Stored items
|---|
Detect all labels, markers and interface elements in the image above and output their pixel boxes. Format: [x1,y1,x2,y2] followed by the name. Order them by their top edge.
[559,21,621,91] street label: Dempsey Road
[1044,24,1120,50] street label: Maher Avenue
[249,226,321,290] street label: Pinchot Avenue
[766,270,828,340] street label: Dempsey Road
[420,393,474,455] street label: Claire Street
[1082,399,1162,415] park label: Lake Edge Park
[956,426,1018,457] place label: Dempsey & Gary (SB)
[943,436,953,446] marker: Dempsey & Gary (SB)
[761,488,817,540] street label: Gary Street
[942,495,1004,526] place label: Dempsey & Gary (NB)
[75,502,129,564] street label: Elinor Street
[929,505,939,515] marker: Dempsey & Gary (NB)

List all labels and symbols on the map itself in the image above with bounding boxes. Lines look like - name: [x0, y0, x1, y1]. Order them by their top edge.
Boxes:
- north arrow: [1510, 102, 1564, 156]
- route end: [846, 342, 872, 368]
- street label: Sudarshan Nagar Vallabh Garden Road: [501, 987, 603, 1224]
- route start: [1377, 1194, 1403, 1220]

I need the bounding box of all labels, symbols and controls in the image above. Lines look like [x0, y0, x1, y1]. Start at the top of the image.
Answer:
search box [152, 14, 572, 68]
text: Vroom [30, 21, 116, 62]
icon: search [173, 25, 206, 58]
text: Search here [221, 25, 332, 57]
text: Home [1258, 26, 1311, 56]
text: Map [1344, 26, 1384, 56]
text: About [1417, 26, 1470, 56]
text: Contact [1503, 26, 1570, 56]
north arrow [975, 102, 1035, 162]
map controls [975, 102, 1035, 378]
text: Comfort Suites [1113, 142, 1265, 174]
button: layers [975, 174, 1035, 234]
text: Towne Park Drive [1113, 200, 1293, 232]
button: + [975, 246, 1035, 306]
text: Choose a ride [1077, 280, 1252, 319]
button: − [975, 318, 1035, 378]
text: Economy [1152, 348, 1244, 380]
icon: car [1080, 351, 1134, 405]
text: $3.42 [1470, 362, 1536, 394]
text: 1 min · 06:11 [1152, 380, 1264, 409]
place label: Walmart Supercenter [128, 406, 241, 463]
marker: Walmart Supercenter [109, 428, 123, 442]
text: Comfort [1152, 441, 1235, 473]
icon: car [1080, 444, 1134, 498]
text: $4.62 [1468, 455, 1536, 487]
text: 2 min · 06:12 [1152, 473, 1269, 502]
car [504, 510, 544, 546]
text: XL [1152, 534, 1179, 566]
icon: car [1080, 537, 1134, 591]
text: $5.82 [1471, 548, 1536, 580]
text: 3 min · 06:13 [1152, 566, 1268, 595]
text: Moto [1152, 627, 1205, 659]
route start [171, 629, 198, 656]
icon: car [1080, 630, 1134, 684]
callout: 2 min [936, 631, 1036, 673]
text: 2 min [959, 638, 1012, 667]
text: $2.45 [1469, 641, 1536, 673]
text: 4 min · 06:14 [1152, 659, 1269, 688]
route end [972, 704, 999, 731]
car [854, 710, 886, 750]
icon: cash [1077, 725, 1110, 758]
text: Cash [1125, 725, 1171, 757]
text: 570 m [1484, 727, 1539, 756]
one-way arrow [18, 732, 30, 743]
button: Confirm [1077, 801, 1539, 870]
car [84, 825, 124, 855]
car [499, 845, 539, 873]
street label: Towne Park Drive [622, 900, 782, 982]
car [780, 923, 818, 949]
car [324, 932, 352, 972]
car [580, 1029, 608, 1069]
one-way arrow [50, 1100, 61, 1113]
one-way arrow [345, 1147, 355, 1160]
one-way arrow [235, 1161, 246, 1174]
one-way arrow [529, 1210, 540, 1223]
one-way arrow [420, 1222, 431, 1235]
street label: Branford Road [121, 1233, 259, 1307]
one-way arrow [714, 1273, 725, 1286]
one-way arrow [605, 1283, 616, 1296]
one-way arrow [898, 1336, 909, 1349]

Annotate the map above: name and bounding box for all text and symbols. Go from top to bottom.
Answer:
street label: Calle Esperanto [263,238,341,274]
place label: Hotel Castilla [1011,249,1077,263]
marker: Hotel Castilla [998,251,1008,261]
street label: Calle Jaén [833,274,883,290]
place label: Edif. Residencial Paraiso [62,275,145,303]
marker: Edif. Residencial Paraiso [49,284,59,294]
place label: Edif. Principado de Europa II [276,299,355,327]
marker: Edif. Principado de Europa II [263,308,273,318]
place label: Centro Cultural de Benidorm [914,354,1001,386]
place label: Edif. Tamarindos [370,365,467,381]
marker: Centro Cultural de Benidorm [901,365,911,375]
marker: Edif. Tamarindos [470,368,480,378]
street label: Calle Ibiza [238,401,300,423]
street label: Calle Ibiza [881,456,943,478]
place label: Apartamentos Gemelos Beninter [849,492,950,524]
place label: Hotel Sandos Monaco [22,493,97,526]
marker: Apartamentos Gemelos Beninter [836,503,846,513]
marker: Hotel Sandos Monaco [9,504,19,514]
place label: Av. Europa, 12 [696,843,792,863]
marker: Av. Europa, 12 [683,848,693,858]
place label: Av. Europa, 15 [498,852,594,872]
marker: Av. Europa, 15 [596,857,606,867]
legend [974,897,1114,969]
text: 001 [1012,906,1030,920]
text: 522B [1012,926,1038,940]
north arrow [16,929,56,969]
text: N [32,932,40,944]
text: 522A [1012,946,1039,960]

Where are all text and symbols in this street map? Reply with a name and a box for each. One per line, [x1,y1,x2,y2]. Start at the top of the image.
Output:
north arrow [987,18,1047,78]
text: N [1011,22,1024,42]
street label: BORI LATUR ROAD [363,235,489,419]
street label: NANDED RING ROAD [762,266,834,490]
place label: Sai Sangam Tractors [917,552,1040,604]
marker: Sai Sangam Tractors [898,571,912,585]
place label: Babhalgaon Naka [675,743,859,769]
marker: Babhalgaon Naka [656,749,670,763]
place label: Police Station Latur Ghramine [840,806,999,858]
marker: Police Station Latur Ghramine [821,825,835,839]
|---|
*Aim of the task:*
Among the records above, find the lines that contain "like" and copy every one.

*Finished exercise:*
List all labels and symbols on the map itself in the image above with bounding boxes. Lines look like - name: [x0, y0, x1, y1]. Order them by their top edge.
I need the bounding box of all labels, symbols and controls in the image above. Lines look like [x0, y0, x1, y1]. Start at the top of the image.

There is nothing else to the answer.